In 2024, there were multiple sightings of training systems at the scale of 100K H100. Microsoft’s 3 buildings in Goodyear, Arizona, xAI’s Memphis cluster, Meta’s training system for Llama 4. Such systems cost $5bn, need 150 MW, and can pretrain a 4e26 FLOPs model in 4 months.
Then there are Google’s 100K TPUv6e clusters and Amazon’s 400K Trn2 cluster. Performance of a TPUv6e in dense BF16 is close to that of an H100, while 400K Trn2 produce about as much compute as 250K H100.
Anthropic might need more time than the other players to gets its new hardware running, but there is also an advantage to Trn2 and TPUv6e over H100, larger scale-up domains that enable more tensor parallelism and smaller minibatch sizes. This might be an issue when training on H100 at this scale[1] and explain some scaling difficulties for labs that are not Google, or Anthropic later in 2025 once the Trn2 cluster becomes useful.
Do we know much about TPU and Trn2 performance at lower precision? I expect most training runs are using 4-8 bit precision by this point.
Are there any signs to be found in public that anyone is training 10B+ LLMs in a precision that is not 16 bits? There are experiments that are specifically about precision on smaller LLMs, but they don’t seem to get adopted in practice for larger models, despite the obvious advantage of getting to 2x the compute.
DeepSeek-V3 might be the only example (and it’s from the future, released after I asked the question). Not sure if it generalizes to expecting more FP8 training, as it’s a MoE model with 257 experts and uses relatively small 7Kx2K matrices in its experts, while GPT-3-175B tested in FP8 in the Sep 2022 paper has much larger matrices, and that result wasn’t sufficient to promote widespread adoption (at least where it’s possible to observe).
On the other hand, if DeepSeek-V3 really is as good for its compute (4e24-6e24 FLOPs) as the benchmarks indicate, it might motivate more training with a huge number of smaller experts (it activates 8 experts per token, so the number of experts is even higher than one would expect from its ratio of total to active parameters). There was a Feb 2024 paper claiming 20x or higher compute multipliers for MoE models compared to dense (Figure 1b), appearing only if they activate a lot of experts per token, predicting 64 to be optimal at 1e24-1e25 FLOPs (the usual practice is to activate 2 experts). So DeepSeek-V3 weakly supports this surprising claim, though actual experimental results with more compute than that paper’s 3e19-4e20 FLOPs per datapoint would be better. The paper also predicts reduction in tokens per parameter with more compute (Table 2), reaching 8 tokens per active parameter at 5e25 FLOPs (in a MoE model with 4096 experts, 64 of which get activated per token). If this too is somehow correct, natural text data can be sufficient for 10 times more compute than with dense models.
Do we know much about TPU and Trn2 performance at lower precision? I expect most training runs are using 4-8 bit precision by this point.

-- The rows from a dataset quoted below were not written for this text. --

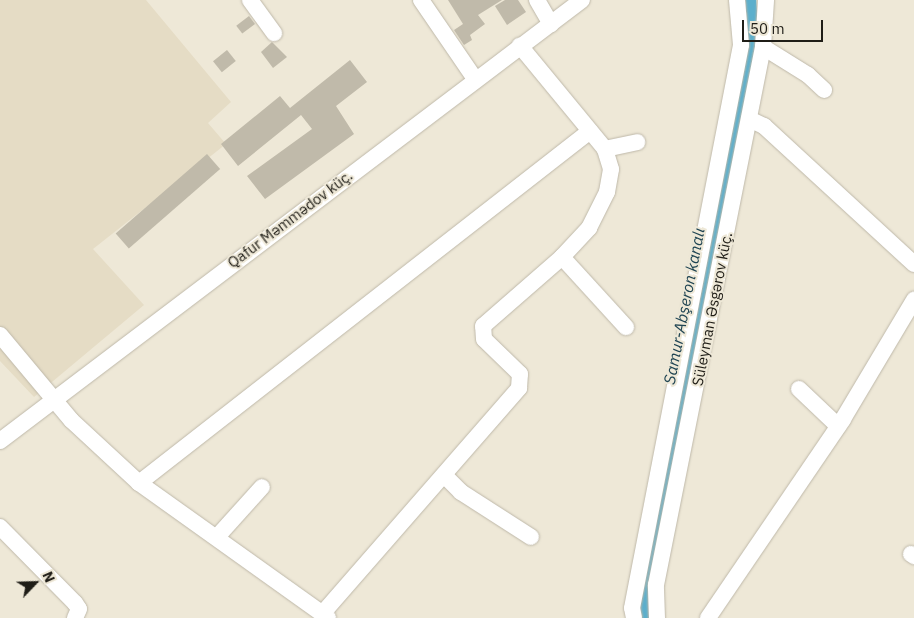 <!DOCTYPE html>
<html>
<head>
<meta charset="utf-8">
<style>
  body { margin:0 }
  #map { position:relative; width:914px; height:618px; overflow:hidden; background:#eee8d7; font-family:"IBM Plex Sans",sans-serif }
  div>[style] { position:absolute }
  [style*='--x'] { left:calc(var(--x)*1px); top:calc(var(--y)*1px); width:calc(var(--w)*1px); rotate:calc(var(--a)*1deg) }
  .built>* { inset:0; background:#e5dcc5 }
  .canal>* { height:11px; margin:-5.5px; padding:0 5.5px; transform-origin:5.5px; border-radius:5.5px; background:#5cafcc }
  .building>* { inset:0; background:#c0baaa; transform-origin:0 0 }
  .roads { filter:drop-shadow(0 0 1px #beb8a9) drop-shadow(0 0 1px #beb8a9) }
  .minor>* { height:16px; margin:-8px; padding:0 8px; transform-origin:8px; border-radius:8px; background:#fff }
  span { translate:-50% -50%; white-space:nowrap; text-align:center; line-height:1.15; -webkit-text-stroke:4px #eee8d7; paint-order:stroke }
  .street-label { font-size:15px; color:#1f1d17 }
  .water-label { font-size:16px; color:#1f4452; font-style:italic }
  .north { position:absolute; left:10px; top:558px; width:50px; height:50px; -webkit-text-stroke:4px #eee8d7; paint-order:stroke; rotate:66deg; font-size:14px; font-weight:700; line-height:20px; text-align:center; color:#1f1d17 }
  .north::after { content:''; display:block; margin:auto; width:18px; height:22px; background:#1f1d17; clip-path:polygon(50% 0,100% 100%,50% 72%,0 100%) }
  .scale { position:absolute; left:742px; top:20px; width:81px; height:22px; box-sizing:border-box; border:2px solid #1f1d17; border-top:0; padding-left:6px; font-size:15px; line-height:18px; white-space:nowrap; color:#1f1d17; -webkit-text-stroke:4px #eee8d7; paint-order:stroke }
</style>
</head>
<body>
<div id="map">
  <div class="built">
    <i style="clip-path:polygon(0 0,146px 0,231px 102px,208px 123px,226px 144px,93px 249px,144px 305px,34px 397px,0 361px)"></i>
  </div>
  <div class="canal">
    <i style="--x:645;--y:618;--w:19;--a:-96"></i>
    <i style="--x:643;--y:599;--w:571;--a:-78.89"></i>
    <i style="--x:753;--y:39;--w:39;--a:-94"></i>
  </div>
  <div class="building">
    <i style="clip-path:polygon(448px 0,502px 0,478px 15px,485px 24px,470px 35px,472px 40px,464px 45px,454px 30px,463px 24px)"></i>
    <i style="clip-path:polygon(505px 0,518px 0,526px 12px,507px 25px,495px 6px)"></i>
    <i style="left:249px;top:16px;width:10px;height:16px;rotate:53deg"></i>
    <i style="clip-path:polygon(272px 42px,287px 57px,273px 68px,261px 52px)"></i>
    <i style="left:227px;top:50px;width:14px;height:18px;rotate:51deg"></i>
    <i style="clip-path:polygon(350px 60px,367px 82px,336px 106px,354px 134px,265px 199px,247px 176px,312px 129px,301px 115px,238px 166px,221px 144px,280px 96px,290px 108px)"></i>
    <i style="left:207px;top:154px;width:20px;height:121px;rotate:49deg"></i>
  </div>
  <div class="roads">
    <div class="minor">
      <i style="--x:250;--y:0;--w:41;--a:54"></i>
      <i style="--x:421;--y:0;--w:96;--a:55.6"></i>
      <i style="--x:537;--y:0;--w:28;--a:60"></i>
      <i style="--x:763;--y:47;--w:53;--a:31.9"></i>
      <i style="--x:808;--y:75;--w:22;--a:43"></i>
      <i style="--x:749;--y:119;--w:17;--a:25"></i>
      <i style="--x:764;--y:126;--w:204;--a:42.6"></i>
      <i style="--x:605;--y:149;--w:33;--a:-12"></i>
      <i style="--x:562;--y:257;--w:95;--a:47.6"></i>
      <i style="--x:0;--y:335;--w:111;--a:50.1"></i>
      <i style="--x:71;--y:420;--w:93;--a:42.8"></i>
      <i style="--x:139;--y:483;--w:232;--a:35.5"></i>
      <i style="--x:799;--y:389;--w:54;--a:43.5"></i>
      <i style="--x:0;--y:441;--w:730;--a:-37.15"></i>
      <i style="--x:444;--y:475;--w:24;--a:45"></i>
      <i style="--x:461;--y:492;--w:83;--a:32.7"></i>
      <i style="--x:139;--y:483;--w:572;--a:-37.97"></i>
      <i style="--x:0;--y:527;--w:107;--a:45.4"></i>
      <i style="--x:75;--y:603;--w:7;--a:56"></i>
      <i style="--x:79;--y:609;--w:10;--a:114"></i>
      <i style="--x:217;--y:537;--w:67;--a:-48"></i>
      <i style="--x:911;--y:554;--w:4;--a:34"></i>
      <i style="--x:322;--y:614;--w:300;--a:-48.9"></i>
      <i style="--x:519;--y:388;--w:14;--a:-86"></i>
      <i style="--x:520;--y:374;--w:50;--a:-135.8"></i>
      <i style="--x:484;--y:339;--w:13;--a:-94"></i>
      <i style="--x:483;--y:326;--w:105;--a:-41.1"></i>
      <i style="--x:562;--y:257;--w:40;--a:-47"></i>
      <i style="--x:589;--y:228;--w:40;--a:-63.4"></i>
      <i style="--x:607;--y:192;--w:23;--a:-80"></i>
      <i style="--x:611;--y:169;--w:21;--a:-107"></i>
      <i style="--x:605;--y:149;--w:134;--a:-129.5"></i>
      <i style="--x:634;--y:618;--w:10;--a:-101"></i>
      <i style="--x:632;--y:608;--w:573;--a:-79.04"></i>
      <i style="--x:741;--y:45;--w:45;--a:-95.1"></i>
      <i style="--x:657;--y:618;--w:33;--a:-92"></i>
      <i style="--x:656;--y:585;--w:549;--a:-78.75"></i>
      <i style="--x:763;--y:47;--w:47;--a:-86.3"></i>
      <i style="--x:708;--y:618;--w:240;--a:-55.8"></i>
      <i style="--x:843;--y:419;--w:139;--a:-59.2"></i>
    </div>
  </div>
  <div class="street-label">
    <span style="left:290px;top:219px;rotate:-37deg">Qafur Məmmədov küç.</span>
    <span style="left:712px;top:309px;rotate:-79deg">Süleyman Əsgərov küç.</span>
  </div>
  <div class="water-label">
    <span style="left:684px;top:306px;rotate:-79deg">Samur-Abşeron kanalı</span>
  </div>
  <div class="north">N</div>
  <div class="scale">50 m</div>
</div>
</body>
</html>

Are there any signs to be found in public that anyone is training 10B+ LLMs in a precision that is not 16 bits? There are experiments that are specifically about precision on smaller LLMs, but they don’t seem to get adopted in practice for larger models, despite the obvious advantage of getting to 2x the compute.
Deepseek v3 is one example, and semianalysis has claimed that most labs use FP8.
DeepSeek-V3 might be the only example (and it’s from the future, released after I asked the question). Not sure if it generalizes to expecting more FP8 training, as it’s a MoE model with 257 experts and uses relatively small 7Kx2K matrices in its experts, while GPT-3-175B tested in FP8 in the Sep 2022 paper has much larger matrices, and that result wasn’t sufficient to promote widespread adoption (at least where it’s possible to observe).
On the other hand, if DeepSeek-V3 really is as good for its compute (4e24-6e24 FLOPs) as the benchmarks indicate, it might motivate more training with a huge number of smaller experts (it activates 8 experts per token, so the number of experts is even higher than one would expect from its ratio of total to active parameters). There was a Feb 2024 paper claiming 20x or higher compute multipliers for MoE models compared to dense (Figure 1b), appearing only if they activate a lot of experts per token, predicting 64 to be optimal at 1e24-1e25 FLOPs (the usual practice is to activate 2 experts). So DeepSeek-V3 weakly supports this surprising claim, though actual experimental results with more compute than that paper’s 3e19-4e20 FLOPs per datapoint would be better. The paper also predicts reduction in tokens per parameter with more compute (Table 2), reaching 8 tokens per active parameter at 5e25 FLOPs (in a MoE model with 4096 experts, 64 of which get activated per token). If this too is somehow correct, natural text data can be sufficient for 10 times more compute than with dense models.
This makes sense, I think you could be right. Llama 4 should give us more evidence on numerical precision and scaling of experts.